YOUR INSTRUCTIONS -> Produce as output only the lines below starting at the line with "For a GIS import: Build" and continuing through the line with "Annotation task. Transcribe", each one exactly as written.

INFORMATION PROVIDED ->
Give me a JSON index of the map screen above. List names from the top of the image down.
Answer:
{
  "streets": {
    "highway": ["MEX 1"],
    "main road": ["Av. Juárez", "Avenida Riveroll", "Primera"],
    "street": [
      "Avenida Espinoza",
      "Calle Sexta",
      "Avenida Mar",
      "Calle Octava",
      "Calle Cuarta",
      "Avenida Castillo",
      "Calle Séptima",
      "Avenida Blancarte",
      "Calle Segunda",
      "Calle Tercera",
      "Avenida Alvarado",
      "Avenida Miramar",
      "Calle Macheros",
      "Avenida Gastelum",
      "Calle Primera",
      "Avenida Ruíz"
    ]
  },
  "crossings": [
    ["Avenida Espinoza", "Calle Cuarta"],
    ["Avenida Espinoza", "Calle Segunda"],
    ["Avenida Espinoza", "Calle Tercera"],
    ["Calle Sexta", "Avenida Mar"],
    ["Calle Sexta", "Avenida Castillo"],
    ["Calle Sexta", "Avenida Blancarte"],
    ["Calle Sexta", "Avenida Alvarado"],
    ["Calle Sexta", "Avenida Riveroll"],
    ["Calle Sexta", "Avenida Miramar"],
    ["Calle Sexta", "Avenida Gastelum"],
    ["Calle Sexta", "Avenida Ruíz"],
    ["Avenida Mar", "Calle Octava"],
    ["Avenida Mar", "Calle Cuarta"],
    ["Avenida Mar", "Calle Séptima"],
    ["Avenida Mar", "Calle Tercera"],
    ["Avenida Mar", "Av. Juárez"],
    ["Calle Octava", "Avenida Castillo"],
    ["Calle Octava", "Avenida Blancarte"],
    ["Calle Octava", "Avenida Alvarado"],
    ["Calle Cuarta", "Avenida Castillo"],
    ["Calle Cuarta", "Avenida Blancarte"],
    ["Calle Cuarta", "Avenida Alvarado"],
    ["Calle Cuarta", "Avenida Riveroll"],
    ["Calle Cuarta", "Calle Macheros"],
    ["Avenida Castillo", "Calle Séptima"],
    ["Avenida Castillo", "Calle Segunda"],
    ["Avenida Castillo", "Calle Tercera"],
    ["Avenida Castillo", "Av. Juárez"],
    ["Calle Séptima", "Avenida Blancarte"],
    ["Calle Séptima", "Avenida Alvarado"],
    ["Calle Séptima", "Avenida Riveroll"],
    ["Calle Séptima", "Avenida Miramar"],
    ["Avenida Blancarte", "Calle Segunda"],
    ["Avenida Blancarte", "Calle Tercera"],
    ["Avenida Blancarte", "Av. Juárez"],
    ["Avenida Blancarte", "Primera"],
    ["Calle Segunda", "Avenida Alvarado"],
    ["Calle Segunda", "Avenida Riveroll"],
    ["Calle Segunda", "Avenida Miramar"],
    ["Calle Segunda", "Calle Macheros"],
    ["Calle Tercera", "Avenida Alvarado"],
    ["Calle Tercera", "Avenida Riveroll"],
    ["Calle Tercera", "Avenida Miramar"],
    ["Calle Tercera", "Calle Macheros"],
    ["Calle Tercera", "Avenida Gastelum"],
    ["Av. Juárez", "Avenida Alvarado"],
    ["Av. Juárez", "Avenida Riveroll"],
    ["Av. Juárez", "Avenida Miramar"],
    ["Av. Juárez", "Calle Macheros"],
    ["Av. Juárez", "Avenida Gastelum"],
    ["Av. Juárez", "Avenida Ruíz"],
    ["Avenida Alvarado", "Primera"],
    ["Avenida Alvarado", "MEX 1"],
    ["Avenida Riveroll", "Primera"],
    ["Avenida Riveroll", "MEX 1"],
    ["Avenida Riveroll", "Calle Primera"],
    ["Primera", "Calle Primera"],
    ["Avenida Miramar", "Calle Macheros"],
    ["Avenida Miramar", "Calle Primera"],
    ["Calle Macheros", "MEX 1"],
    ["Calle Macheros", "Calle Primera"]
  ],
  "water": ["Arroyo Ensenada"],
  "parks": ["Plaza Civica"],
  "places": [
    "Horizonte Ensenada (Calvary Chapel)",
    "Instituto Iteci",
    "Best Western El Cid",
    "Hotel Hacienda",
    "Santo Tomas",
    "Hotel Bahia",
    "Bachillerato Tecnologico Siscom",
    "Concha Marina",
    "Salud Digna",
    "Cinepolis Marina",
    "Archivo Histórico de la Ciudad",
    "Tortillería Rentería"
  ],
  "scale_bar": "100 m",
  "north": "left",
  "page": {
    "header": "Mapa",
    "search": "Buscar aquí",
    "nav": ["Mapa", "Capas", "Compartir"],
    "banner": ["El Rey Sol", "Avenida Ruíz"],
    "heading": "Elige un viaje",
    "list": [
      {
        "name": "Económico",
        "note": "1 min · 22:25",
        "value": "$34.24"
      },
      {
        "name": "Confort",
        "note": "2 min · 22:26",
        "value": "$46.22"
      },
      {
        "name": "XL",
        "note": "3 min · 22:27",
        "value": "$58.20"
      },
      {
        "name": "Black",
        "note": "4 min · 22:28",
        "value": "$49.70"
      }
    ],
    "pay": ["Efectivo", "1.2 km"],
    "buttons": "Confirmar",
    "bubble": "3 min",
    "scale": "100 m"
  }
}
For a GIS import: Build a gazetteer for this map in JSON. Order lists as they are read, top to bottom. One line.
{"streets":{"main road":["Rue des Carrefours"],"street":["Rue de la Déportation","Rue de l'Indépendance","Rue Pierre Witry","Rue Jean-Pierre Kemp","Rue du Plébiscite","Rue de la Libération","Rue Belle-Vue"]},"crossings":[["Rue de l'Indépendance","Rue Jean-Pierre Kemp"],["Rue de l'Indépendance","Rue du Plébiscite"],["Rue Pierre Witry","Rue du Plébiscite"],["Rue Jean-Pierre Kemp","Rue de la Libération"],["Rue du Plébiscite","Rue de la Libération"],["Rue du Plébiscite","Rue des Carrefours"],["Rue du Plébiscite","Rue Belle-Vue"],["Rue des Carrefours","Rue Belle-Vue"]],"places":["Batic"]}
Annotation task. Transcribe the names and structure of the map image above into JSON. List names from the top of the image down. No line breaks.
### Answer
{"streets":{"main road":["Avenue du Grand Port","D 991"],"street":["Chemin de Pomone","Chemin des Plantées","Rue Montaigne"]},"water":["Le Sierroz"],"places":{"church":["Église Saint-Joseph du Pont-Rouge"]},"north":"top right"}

SOLUTION ->
For a GIS import: Build a gazetteer for this map in JSON. Order lists as they are read, top to bottom. One line.
{"streets":{"main road":["Rue des Carrefours"],"street":["Rue de la Déportation","Rue de l'Indépendance","Rue Pierre Witry","Rue Jean-Pierre Kemp","Rue du Plébiscite","Rue de la Libération","Rue Belle-Vue"]},"crossings":[["Rue de l'Indépendance","Rue Jean-Pierre Kemp"],["Rue de l'Indépendance","Rue du Plébiscite"],["Rue Pierre Witry","Rue du Plébiscite"],["Rue Jean-Pierre Kemp","Rue de la Libération"],["Rue du Plébiscite","Rue de la Libération"],["Rue du Plébiscite","Rue des Carrefours"],["Rue du Plébiscite","Rue Belle-Vue"],["Rue des Carrefours","Rue Belle-Vue"]],"places":["Batic"]}
Annotation task. Transcribe the names and structure of the map image above into JSON. List names from the top of the image down. No line breaks.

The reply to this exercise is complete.